Engineers have used electrically contracting polymers to demonstrate the potential of artificial muscles in a proof-of-concept study.
The team at Bristol University used its system to mimic the camouflage abilities of certain fish, which use surface muscles to shift around pigment.
To achieve these quick, flexible contractions, the team used a type of material called dielectric elastomers (DEs) — essentially elastic parallel-plate capacitors, which consist of one or more elastomeric dielectric film coated with compliant electrodes.
‘Direct competition might be something like hydraulics, pneumatics or electromagnetics,’ said Dr Jonathan Rossiter of Bristol. ‘All of those are either more complicated or heavier or require a certain scale — it’s very difficult to miniaturise them. With these materials you can make them large with desktop-sized devices or miniaturise them down to a few micrometres.’
Crucially, depending on the arrangement of DE stacks, the material can perform different functions such as radial expansion or diaphragm-type contraction activity.

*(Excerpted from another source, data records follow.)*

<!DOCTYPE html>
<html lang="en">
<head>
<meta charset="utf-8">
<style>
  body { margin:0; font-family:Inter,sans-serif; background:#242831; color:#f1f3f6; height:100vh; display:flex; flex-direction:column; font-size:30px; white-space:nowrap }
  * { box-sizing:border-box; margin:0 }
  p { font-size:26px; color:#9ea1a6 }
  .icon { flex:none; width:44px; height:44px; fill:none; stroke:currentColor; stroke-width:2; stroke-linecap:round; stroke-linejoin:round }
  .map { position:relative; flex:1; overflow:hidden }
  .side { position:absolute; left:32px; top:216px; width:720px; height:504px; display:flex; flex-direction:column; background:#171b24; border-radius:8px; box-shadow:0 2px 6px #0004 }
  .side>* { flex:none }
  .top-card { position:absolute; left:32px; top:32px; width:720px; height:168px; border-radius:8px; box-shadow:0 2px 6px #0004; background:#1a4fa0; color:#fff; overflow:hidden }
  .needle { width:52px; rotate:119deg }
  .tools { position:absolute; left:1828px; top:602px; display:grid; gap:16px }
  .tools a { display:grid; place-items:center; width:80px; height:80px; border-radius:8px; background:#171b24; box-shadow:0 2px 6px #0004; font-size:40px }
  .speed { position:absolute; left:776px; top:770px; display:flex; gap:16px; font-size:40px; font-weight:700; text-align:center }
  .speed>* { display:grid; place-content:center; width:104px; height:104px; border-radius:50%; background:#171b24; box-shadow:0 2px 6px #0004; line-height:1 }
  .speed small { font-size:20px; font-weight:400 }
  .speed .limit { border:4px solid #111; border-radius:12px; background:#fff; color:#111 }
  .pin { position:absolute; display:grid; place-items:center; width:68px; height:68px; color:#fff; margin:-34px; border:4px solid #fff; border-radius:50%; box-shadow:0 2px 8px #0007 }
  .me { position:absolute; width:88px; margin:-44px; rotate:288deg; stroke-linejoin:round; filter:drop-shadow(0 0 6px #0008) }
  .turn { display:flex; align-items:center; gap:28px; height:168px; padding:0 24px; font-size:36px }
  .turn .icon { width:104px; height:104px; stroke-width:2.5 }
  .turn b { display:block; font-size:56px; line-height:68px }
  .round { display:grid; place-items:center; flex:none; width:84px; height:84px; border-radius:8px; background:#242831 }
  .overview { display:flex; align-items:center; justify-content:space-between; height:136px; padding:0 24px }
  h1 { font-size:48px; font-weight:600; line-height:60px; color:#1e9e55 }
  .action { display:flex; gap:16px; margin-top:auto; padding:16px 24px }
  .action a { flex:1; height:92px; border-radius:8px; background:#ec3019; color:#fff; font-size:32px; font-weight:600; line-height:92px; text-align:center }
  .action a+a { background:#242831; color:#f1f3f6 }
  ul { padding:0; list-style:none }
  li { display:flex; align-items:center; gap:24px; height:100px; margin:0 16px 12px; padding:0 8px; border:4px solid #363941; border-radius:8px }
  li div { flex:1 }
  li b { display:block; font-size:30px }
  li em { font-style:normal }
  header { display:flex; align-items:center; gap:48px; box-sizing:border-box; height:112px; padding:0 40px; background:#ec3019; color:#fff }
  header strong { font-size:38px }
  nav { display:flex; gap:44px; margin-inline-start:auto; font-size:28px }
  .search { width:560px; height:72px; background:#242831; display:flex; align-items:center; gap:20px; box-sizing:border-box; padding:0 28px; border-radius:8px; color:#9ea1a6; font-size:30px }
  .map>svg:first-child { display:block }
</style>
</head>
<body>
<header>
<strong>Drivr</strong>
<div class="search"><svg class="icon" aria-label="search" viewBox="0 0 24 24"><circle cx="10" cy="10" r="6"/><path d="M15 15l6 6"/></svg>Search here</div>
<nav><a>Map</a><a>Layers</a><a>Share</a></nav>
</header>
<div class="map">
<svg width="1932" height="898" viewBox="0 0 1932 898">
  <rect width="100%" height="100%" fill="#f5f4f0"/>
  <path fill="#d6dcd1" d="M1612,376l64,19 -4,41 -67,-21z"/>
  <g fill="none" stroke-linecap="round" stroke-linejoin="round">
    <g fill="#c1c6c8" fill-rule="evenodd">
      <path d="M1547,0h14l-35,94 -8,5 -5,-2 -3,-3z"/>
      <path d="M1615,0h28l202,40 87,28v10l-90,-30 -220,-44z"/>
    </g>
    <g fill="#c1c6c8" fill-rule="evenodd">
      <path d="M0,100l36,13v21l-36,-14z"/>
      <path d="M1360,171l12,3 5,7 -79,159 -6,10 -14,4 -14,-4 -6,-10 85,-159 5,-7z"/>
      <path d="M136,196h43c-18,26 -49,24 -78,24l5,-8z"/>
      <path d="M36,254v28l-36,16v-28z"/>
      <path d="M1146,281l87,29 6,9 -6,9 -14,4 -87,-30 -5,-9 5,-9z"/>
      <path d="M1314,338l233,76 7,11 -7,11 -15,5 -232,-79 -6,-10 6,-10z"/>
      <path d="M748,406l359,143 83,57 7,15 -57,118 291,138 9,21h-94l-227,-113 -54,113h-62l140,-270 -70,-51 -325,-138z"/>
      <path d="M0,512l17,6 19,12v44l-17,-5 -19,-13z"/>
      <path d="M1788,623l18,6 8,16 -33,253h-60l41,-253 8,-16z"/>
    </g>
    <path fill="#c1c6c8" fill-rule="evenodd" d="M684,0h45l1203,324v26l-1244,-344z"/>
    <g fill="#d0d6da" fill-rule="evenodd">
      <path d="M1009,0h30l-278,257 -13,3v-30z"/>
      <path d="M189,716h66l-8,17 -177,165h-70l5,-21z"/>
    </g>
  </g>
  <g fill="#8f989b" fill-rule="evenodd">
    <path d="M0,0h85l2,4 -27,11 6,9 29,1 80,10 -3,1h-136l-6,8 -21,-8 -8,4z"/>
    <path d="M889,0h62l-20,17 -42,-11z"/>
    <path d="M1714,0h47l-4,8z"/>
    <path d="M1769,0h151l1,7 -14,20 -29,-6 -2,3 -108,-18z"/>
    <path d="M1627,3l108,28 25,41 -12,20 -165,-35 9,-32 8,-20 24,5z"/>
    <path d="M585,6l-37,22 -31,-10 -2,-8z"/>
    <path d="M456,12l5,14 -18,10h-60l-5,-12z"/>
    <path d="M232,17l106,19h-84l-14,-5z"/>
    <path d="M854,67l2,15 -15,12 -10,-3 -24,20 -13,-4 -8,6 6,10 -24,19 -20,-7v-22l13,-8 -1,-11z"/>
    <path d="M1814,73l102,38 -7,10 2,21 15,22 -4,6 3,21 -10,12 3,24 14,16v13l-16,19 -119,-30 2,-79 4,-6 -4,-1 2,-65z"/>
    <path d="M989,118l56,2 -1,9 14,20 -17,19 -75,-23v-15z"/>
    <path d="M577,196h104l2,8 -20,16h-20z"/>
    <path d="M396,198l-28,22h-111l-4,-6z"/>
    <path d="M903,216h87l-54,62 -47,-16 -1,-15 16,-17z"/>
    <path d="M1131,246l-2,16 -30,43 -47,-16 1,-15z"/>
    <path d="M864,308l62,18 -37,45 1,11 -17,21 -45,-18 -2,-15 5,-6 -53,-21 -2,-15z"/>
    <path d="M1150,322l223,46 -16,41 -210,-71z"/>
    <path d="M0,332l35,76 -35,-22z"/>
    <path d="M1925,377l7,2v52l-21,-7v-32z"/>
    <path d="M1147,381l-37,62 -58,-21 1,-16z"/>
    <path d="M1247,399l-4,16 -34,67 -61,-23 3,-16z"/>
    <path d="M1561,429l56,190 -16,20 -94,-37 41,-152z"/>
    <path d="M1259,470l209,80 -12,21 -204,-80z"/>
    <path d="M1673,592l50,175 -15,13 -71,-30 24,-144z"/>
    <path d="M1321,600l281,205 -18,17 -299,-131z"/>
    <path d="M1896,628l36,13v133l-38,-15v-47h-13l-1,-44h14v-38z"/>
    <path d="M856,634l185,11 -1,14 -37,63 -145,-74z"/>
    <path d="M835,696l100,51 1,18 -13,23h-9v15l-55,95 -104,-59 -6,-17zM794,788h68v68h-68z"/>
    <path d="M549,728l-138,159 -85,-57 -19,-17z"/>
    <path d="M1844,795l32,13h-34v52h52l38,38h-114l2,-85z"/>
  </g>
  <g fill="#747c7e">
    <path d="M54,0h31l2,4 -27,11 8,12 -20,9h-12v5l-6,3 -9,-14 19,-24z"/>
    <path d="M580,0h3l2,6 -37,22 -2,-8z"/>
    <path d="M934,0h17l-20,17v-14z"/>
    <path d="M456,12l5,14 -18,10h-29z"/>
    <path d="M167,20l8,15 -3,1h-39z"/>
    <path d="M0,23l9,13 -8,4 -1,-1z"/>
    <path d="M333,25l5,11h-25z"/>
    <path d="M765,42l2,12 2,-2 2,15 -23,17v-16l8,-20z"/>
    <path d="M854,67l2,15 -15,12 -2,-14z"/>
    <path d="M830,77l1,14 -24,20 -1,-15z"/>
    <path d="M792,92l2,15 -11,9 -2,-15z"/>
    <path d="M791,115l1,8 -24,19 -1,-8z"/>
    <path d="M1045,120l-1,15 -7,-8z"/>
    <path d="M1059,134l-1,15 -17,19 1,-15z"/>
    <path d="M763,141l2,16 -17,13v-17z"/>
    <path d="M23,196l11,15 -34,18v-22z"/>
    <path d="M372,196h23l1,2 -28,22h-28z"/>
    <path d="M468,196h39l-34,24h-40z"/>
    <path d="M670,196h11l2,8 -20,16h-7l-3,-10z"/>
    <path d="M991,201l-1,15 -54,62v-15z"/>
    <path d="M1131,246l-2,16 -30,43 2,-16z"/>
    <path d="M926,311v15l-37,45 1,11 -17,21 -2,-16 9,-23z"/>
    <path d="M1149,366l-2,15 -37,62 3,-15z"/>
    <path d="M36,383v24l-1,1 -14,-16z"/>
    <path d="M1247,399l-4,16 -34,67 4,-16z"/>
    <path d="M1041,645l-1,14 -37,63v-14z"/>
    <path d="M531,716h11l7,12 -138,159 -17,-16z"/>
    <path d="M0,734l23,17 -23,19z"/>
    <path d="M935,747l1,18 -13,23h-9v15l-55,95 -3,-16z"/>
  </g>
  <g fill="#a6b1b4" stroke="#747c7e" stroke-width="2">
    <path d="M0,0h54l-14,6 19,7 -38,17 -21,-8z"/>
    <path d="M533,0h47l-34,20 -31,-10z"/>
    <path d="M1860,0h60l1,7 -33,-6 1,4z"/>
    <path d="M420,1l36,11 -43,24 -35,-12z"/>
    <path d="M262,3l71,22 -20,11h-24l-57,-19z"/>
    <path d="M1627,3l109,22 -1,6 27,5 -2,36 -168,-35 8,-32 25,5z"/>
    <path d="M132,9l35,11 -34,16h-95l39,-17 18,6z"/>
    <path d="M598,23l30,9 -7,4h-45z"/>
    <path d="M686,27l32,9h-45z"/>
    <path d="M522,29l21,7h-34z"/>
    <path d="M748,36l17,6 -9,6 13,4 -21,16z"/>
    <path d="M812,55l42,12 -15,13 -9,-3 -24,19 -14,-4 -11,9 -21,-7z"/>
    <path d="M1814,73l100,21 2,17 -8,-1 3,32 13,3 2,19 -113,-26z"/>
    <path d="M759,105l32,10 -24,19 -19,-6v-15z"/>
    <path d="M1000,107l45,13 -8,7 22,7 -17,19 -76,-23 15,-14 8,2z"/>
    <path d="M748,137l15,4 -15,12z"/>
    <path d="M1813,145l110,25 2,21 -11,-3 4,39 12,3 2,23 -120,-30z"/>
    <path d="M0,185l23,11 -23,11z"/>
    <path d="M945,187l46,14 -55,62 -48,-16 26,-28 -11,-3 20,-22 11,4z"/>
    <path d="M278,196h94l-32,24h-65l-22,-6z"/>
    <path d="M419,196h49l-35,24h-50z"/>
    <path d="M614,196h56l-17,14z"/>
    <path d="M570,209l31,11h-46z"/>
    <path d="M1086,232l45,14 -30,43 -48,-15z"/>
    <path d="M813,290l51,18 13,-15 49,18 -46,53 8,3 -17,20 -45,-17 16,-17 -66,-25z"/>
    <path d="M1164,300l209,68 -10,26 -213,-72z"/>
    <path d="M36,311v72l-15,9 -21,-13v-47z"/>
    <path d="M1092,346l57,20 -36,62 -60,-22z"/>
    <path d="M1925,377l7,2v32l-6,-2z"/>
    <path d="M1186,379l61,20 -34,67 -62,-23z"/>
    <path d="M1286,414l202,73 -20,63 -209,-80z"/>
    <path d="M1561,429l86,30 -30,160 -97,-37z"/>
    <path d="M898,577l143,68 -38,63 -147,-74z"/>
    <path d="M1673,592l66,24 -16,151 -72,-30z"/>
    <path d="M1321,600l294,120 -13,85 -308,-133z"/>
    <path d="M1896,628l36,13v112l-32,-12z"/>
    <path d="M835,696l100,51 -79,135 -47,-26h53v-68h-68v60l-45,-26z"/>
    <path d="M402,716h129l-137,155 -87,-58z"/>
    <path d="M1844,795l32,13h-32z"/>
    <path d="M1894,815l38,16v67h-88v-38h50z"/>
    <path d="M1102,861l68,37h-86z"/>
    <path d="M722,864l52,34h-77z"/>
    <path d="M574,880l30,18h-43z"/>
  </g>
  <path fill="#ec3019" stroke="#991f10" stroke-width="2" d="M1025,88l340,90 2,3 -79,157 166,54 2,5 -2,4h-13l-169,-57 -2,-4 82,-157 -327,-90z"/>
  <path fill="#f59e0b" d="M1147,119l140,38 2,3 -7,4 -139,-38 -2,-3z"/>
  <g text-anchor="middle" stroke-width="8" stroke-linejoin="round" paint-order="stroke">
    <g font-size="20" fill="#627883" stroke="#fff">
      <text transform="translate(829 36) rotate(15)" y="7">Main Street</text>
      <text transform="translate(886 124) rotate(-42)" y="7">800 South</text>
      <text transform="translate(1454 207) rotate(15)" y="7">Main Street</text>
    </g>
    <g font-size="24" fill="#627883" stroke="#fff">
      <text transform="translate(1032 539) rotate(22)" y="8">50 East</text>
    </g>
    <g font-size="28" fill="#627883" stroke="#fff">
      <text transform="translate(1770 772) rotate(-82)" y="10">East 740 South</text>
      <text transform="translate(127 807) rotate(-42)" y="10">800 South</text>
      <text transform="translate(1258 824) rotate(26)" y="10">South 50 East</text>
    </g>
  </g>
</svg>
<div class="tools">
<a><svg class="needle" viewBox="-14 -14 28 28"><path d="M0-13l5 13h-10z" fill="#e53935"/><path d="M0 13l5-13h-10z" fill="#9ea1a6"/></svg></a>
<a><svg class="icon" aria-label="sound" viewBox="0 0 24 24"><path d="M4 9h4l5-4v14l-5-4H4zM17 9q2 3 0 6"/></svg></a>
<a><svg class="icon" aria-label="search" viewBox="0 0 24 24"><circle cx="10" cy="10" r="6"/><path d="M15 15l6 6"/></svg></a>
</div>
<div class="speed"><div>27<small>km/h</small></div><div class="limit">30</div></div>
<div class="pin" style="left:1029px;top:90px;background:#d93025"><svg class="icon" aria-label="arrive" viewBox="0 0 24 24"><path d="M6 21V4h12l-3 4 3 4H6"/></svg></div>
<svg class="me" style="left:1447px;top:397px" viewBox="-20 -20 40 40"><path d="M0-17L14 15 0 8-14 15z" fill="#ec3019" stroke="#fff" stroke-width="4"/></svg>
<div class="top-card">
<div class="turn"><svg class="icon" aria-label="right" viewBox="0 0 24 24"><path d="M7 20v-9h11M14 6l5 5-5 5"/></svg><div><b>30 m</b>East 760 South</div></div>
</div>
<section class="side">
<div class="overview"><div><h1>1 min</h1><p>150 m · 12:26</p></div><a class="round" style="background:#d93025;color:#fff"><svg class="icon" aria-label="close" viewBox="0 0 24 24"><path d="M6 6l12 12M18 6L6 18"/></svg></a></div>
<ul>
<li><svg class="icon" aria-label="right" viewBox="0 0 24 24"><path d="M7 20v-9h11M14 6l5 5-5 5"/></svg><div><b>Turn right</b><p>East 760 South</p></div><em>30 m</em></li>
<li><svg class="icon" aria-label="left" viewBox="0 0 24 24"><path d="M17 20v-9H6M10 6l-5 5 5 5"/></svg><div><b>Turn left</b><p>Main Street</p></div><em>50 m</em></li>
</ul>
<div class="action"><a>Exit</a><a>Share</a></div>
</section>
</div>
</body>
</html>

In the study, two types of artificial chromatophores (muscular pigment cells) were created: the first based on a mechanism adopted by squids and the second based on a rather different mechanism adopted by zebrafish.
In the squid, a central sac containing granules of pigment is surrounded by a series of muscles. When the brain sends a signal to the cell, the contracting muscles make the central sacs expand, dispersing the pigment and generating the optical effect that makes the squid look like it is changing colour.
The Bristol team mimicked this by creating an artificial sac that employed a DE bilayer, applying a voltage-induced transverse compression and planar expansion, which diluted a blue pigment.
By contrast, the cells in the zebrafish contain a small reservoir of black pigmented fluid that, when activated, travels to the skin surface and spreads out, much like the spilling of black ink. The natural dark spots on the surface of the zebrafish therefore appear to get bigger and the desired optical effect is achieved.
This was achieved experimentally by creating a simple hydraulic-type pump with a single DE layer, allowing translocation of a black fluid.
Now that the team has demonstrated these basic functions, it provides a platform for other applications potentially relevant to consumers and industry.
‘You can do lots of cool stuff such as thermal regulation,’ Rossiter said. ‘Imagine taking some of this material and wearing it as a second skin — using some of the mechanisms that we present, you can pump fluid from next to the skin where it’s keeping you warm, then if you get too hot you can pump it to the surface where it radiates and cools down.’
Medical devices and protheses are other obvious applications where the compliant, organic material would make easy-to-integrate pumps. But there are also surpising avenues such as energy generation.
‘For example, where there’s lots of photon activity, you can pump your fluid to that area so you have an active solar cell that moves around to capture as much light as possible,’ Rossiter added.